(Stored data entries)
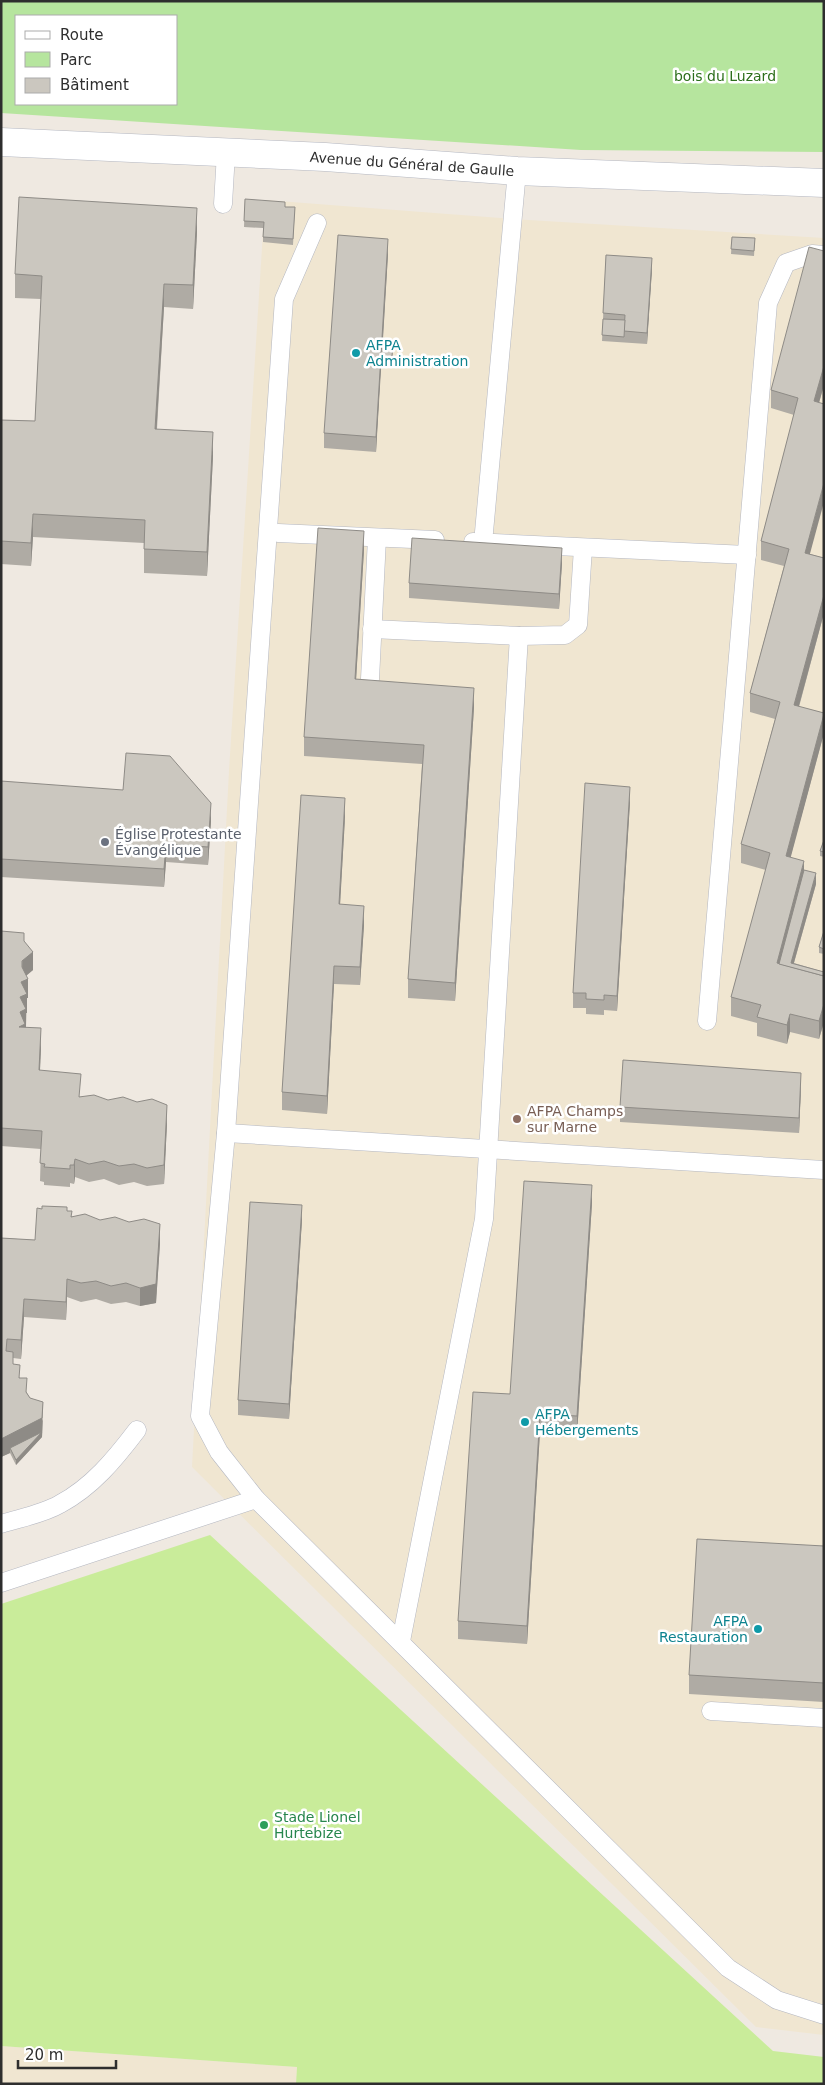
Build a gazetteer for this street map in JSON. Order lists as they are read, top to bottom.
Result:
{
  "streets": {
    "main road": ["Avenue du Général de Gaulle"]
  },
  "parks": ["bois du Luzard"],
  "places": [
    "AFPA Administration",
    "Église Protestante Évangélique",
    "AFPA Champs sur Marne",
    "AFPA Hébergements",
    "AFPA Restauration",
    "Stade Lionel Hurtebize"
  ],
  "legend": ["Route", "Parc", "Bâtiment"],
  "scale_bar": "20 m"
}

> _What the task requires_:
Your answer must be an exact reproduction of all entries, containing no pictures.

> _Completed exercise_:
Build a gazetteer for this street map in JSON. Order lists as they are read, top to bottom.
Result:
{
  "streets": {
    "main road": ["Avenue du Général de Gaulle"]
  },
  "parks": ["bois du Luzard"],
  "places": [
    "AFPA Administration",
    "Église Protestante Évangélique",
    "AFPA Champs sur Marne",
    "AFPA Hébergements",
    "AFPA Restauration",
    "Stade Lionel Hurtebize"
  ],
  "legend": ["Route", "Parc", "Bâtiment"],
  "scale_bar": "20 m"
}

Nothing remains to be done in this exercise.